The problem of inadequate returns on college aid has been attracting Congressional scrutiny for some time. Outstanding student loan balances now top $1 trillion and they are still growing, yet a substantial portion of Americans now in their mid-20s and even older have not graduated with a degree. Among those who have graduated, a substantial number are defaulting on student loans, or barely getting by because of a deeply depressed job market for young graduates.
President Obama introduced his plan while speaking to a college audience yesterday in Buffalo, New York. Obama’s plan would tie student aid to a series of metrics on which colleges must compete against each other. Examples would include default rates, affordability and cost, scholarship availability, graduation rates, earnings of graduates, advanced degrees attained, percentage of students receiving Pell grants, and the like.
The Administration plans to push to make the new system effective in 2018, giving colleges a chance to improve their ratings in these key metrics. The extra time will also give federal officials a chance to refine their criteria.
The Obama Administration suggested that extra resources would go to schools that did well on these factors. Specifically, students enrolled at schools that rank high according to the new criteria would receive more generous Pell grants and lower interest on student loans.
Additionally, the President called for taxpayers to fund a bonus for schools that demonstrate that they actually graduate a high percentage of students have received Pell Grants in the past.
The President’s plan also called for more accountability on the part of students. Obama’s proposal would make students show periodic progress, expressed as a percentage of completion, toward a specific degree before the student could receive additional federal assistance.
Veterans may also benefit from a proposal, also outlined within Obama’s plan, to encourage colleges to award credits for professional experiences, life experiences and on-the-job training.
Pay As You Earn
The President also expressed a desire to expand ‘pay-as-you-earn’ programs. These programs tie student loan payments to income. The more you earn, the more you can afford to pay on your student loan. The president’s plan calls for a cap on student loan payments equal to 10 percent of a student’s income.
Critics of the plan are already lining up. Some of the points raised in objection include:
- Basing the criteria on graduation rates creates a perverse incentive for colleges to game the system in the worst possible way: By lowering standards.
- It would take a new bureaucracy to administer the program and maintain the ranking system.
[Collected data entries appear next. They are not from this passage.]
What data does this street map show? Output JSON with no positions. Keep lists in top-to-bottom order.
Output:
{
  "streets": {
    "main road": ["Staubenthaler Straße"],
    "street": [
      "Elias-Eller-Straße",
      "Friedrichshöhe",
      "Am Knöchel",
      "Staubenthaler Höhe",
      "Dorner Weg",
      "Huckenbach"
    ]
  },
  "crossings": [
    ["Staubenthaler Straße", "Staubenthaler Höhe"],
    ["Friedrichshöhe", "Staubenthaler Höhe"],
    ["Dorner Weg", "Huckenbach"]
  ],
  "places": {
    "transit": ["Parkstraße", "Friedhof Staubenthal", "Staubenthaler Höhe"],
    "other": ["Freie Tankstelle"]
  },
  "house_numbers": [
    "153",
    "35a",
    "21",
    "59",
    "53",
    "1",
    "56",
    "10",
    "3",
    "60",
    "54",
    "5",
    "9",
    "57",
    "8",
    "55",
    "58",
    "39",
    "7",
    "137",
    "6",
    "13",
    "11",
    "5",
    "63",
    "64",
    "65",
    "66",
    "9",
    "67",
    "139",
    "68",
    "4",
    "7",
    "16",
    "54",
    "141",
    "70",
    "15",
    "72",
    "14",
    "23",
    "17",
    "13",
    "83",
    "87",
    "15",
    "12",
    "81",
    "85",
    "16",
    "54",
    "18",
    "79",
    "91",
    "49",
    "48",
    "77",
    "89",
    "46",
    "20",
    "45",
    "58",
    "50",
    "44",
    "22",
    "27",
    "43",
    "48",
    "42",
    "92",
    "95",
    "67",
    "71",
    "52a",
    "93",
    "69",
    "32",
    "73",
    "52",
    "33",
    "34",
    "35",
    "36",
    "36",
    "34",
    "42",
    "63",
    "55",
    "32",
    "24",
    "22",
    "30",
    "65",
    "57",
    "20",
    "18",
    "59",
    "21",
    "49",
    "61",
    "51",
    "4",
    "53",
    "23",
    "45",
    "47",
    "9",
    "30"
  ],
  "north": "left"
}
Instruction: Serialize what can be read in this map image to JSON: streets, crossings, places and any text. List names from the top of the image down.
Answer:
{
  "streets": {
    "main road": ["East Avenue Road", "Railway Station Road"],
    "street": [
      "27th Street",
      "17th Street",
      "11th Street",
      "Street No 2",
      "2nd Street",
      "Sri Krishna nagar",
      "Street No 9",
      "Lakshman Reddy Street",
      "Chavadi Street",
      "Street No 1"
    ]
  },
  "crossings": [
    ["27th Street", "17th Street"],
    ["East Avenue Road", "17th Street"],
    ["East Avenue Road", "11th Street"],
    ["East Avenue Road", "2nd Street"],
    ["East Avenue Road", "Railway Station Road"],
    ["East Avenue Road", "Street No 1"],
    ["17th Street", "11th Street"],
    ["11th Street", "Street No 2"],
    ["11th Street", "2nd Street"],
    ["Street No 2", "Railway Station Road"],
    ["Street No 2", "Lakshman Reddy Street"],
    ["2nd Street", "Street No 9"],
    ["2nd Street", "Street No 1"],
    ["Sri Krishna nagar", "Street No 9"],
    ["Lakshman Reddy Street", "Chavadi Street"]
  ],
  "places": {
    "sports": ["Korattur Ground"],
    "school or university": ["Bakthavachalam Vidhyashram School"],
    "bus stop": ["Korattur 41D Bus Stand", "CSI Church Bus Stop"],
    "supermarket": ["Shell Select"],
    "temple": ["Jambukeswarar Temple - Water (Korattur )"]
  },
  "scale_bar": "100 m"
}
- The rankings could take schools serving remote or hard-to-serve communities and put them out of business altogether.
- The system could unfairly penalize colleges that serve nontraditional students. For example, older students with more established, full-time careers are more likely to get sidetracked from their degree program by familial responsibilities and professional opportunities. These could well cause them to withdraw from a degree program through no fault of the institution.
- The very fact that the federal government is creating necessarily arbitrary ratings criteria invites the possibility of rent seeking, manipulation and cronyism. Key members of Congress could manipulate criteria to favor colleges in their own districts, for example.
- The plan seems tailor made to route federal dollars to traditional state colleges with largely liberal faculties and reliable Democratic Party donors at the expense of colleges in the private sector, who often hire part-time instructors who are actually working in their fields, and who are less likely to be political allies of the President.
Another more indirect criticism is that it won’t matter how good a job these colleges do creating qualified graduates if the economy is not creating jobs to employ them.
At the same time, Congress also has a responsibility to the taxpayer to ensure an adequate return on money committed to providing financial aid. Colleges with inordinately high default rates or that do not produce graduates commensurate with the amount of money invested are not providing a great ROI when the same dollar can be awarded to another student with a better shot at success and eventual repayment of the loan.
The President has little authority to accomplish this on his own: At some point, Congress will have to pass legislation for the President to get what he wants. Such an occurrence is not likely as long as the House of Representatives remains under GOP control.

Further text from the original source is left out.